Exercise instructions
Your task is to copy the stretch of lines in the records below that begins with the line containing "M256,39c35,-14 70,-16 104,0" and ends with the line containing "M1311,926l-35,-65 -4,-14 6,-56", exactly as written, with nothing added.

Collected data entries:
BEGIN
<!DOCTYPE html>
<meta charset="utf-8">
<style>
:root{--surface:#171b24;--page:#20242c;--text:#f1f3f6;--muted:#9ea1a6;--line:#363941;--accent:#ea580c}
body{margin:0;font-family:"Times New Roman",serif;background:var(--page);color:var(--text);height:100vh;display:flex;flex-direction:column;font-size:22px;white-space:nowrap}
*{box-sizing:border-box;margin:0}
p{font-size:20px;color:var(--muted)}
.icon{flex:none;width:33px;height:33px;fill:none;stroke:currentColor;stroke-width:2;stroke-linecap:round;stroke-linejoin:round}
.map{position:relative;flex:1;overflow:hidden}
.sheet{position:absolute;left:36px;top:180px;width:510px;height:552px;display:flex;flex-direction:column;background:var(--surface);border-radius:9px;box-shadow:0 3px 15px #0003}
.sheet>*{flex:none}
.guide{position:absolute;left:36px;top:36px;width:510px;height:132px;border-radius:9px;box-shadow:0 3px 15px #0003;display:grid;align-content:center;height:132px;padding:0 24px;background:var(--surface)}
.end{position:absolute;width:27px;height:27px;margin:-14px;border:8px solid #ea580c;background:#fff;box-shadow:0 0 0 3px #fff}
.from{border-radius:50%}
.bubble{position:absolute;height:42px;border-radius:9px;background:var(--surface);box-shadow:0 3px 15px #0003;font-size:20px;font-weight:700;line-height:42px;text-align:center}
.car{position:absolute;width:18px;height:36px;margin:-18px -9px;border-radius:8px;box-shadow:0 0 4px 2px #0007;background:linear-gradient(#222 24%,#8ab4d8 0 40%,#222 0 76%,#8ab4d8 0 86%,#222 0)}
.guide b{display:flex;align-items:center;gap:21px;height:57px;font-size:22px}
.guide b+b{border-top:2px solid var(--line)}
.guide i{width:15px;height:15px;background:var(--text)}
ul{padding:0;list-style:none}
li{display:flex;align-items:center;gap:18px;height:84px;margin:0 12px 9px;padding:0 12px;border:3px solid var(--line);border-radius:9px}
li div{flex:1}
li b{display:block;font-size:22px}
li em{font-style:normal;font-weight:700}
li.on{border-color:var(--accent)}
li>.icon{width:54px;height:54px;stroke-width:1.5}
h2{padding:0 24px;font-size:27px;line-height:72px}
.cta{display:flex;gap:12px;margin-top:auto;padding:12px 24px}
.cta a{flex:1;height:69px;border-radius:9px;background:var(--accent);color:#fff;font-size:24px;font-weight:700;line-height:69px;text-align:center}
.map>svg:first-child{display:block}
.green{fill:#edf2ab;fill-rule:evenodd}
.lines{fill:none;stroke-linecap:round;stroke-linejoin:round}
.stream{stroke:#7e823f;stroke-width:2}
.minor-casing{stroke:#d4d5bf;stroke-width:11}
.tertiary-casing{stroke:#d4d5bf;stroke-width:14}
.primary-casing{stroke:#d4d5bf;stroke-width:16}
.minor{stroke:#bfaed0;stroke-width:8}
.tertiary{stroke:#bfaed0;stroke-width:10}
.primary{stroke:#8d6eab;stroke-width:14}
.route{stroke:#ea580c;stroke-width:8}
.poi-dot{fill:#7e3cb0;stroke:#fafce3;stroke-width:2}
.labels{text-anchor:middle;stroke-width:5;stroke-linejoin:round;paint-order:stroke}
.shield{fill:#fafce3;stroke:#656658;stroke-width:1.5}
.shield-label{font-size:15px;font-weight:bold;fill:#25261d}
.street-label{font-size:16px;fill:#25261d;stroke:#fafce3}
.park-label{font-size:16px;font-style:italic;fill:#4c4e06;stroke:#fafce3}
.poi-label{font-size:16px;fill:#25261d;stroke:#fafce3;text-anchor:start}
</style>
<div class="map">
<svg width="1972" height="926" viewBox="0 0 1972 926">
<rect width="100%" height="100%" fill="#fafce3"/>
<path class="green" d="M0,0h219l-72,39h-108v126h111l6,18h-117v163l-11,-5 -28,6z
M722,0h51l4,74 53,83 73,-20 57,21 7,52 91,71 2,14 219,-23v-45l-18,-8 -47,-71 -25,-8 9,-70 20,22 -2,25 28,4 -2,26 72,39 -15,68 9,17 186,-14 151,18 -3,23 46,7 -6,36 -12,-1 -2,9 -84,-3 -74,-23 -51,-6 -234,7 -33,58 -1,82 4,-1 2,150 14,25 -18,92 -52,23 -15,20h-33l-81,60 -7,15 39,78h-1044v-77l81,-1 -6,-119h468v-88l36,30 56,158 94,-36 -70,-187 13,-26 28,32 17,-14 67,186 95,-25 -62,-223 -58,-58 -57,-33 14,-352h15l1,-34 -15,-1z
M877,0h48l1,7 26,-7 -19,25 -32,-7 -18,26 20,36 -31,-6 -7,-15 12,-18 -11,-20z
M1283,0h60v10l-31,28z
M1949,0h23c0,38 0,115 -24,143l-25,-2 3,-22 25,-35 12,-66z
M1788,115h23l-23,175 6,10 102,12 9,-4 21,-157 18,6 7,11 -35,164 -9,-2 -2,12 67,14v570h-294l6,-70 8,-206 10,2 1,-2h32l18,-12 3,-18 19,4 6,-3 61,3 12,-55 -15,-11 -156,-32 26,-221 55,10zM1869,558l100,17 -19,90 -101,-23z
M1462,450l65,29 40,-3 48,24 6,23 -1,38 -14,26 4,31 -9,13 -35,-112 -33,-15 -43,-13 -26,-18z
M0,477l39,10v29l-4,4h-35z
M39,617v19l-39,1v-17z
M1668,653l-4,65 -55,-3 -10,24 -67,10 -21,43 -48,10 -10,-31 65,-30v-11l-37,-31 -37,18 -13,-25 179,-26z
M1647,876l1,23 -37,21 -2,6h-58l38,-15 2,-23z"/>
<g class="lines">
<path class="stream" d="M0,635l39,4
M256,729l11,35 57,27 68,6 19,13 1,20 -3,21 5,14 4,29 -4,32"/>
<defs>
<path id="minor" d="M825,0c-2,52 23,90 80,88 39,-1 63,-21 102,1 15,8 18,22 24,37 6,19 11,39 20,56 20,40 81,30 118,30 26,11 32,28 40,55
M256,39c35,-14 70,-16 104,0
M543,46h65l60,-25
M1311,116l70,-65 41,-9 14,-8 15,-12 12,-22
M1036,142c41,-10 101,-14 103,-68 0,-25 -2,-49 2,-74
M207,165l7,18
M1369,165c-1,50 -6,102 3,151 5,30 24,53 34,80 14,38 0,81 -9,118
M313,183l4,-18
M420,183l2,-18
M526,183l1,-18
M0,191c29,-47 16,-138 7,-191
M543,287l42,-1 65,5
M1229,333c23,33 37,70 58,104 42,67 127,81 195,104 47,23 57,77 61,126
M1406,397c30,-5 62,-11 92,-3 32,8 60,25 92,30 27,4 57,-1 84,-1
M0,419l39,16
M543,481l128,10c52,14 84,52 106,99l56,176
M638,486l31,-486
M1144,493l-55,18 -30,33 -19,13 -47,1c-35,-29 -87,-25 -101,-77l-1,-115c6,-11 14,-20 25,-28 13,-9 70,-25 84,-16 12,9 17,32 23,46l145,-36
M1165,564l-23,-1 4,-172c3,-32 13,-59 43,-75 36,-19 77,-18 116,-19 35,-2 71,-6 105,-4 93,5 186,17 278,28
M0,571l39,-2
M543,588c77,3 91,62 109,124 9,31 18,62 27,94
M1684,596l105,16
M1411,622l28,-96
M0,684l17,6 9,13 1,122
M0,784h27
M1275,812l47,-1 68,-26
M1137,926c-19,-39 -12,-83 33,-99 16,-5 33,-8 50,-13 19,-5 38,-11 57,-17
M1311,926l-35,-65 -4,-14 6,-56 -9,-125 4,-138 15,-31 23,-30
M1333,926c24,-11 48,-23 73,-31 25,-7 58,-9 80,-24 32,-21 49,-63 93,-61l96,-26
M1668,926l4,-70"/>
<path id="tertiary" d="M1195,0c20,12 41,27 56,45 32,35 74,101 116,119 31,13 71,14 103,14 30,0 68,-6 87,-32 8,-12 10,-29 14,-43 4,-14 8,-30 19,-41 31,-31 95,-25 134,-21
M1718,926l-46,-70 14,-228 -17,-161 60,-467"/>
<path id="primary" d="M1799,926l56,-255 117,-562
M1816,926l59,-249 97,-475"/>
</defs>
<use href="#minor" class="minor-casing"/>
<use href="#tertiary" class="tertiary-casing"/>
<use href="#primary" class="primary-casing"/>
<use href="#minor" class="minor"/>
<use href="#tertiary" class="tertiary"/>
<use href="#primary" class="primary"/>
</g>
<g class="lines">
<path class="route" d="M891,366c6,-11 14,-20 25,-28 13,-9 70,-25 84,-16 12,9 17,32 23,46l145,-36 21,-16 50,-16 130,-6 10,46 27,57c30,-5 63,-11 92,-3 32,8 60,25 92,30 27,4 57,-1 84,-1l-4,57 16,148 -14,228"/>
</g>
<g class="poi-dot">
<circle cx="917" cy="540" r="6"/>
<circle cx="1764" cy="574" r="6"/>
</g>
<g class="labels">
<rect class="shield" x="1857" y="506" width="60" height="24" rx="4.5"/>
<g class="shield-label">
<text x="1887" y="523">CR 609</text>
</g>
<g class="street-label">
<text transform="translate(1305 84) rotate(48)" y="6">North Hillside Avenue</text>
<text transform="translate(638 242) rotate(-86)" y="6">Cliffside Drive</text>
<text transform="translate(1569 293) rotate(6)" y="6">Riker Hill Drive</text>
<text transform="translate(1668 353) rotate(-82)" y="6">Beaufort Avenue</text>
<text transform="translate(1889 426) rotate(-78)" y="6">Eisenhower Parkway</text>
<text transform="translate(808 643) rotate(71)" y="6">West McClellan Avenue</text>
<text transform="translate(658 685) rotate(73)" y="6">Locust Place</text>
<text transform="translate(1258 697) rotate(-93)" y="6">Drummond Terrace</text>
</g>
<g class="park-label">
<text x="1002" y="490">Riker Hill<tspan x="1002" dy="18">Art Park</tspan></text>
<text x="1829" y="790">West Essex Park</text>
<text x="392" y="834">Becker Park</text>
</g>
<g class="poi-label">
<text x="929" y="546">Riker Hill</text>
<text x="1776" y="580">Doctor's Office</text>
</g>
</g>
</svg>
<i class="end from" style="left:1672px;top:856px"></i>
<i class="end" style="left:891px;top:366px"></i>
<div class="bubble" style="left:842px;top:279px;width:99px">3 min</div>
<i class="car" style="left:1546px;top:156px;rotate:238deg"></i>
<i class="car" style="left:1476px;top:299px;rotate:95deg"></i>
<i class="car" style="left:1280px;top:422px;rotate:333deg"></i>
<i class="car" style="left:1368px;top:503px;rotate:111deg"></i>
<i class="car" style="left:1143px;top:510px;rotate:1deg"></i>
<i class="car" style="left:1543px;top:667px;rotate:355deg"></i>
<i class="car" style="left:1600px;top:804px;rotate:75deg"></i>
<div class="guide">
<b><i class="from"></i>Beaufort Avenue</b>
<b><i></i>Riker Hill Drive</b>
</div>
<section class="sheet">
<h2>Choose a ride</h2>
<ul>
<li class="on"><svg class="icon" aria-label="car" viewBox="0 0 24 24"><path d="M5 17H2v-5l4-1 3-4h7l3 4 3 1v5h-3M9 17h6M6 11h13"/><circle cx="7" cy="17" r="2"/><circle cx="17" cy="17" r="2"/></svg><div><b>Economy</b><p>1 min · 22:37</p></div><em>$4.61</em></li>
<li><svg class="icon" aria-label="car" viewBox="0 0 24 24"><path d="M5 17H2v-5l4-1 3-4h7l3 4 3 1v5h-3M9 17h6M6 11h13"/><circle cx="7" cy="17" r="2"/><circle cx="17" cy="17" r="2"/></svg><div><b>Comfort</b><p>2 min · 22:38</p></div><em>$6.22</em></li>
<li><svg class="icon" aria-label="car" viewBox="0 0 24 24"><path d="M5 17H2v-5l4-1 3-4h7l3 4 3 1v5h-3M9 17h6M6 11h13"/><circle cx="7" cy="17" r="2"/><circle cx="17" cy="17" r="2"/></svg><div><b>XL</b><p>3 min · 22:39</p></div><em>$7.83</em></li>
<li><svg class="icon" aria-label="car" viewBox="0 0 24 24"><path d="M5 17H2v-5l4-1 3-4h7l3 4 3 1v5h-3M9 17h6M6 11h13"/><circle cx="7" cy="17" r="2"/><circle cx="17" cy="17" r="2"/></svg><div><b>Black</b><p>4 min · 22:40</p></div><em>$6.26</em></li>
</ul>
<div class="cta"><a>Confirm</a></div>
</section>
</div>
END
Answer area
M256,39c35,-14 70,-16 104,0
M543,46h65l60,-25
M1311,116l70,-65 41,-9 14,-8 15,-12 12,-22
M1036,142c41,-10 101,-14 103,-68 0,-25 -2,-49 2,-74
M207,165l7,18
M1369,165c-1,50 -6,102 3,151 5,30 24,53 34,80 14,38 0,81 -9,118
M313,183l4,-18
M420,183l2,-18
M526,183l1,-18
M0,191c29,-47 16,-138 7,-191
M543,287l42,-1 65,5
M1229,333c23,33 37,70 58,104 42,67 127,81 195,104 47,23 57,77 61,126
M1406,397c30,-5 62,-11 92,-3 32,8 60,25 92,30 27,4 57,-1 84,-1
M0,419l39,16
M543,481l128,10c52,14 84,52 106,99l56,176
M638,486l31,-486
M1144,493l-55,18 -30,33 -19,13 -47,1c-35,-29 -87,-25 -101,-77l-1,-115c6,-11 14,-20 25,-28 13,-9 70,-25 84,-16 12,9 17,32 23,46l145,-36
M1165,564l-23,-1 4,-172c3,-32 13,-59 43,-75 36,-19 77,-18 116,-19 35,-2 71,-6 105,-4 93,5 186,17 278,28
M0,571l39,-2
M543,588c77,3 91,62 109,124 9,31 18,62 27,94
M1684,596l105,16
M1411,622l28,-96
M0,684l17,6 9,13 1,122
M0,784h27
M1275,812l47,-1 68,-26
M1137,926c-19,-39 -12,-83 33,-99 16,-5 33,-8 50,-13 19,-5 38,-11 57,-17
M1311,926l-35,-65 -4,-14 6,-56 -9,-125 4,-138 15,-31 23,-30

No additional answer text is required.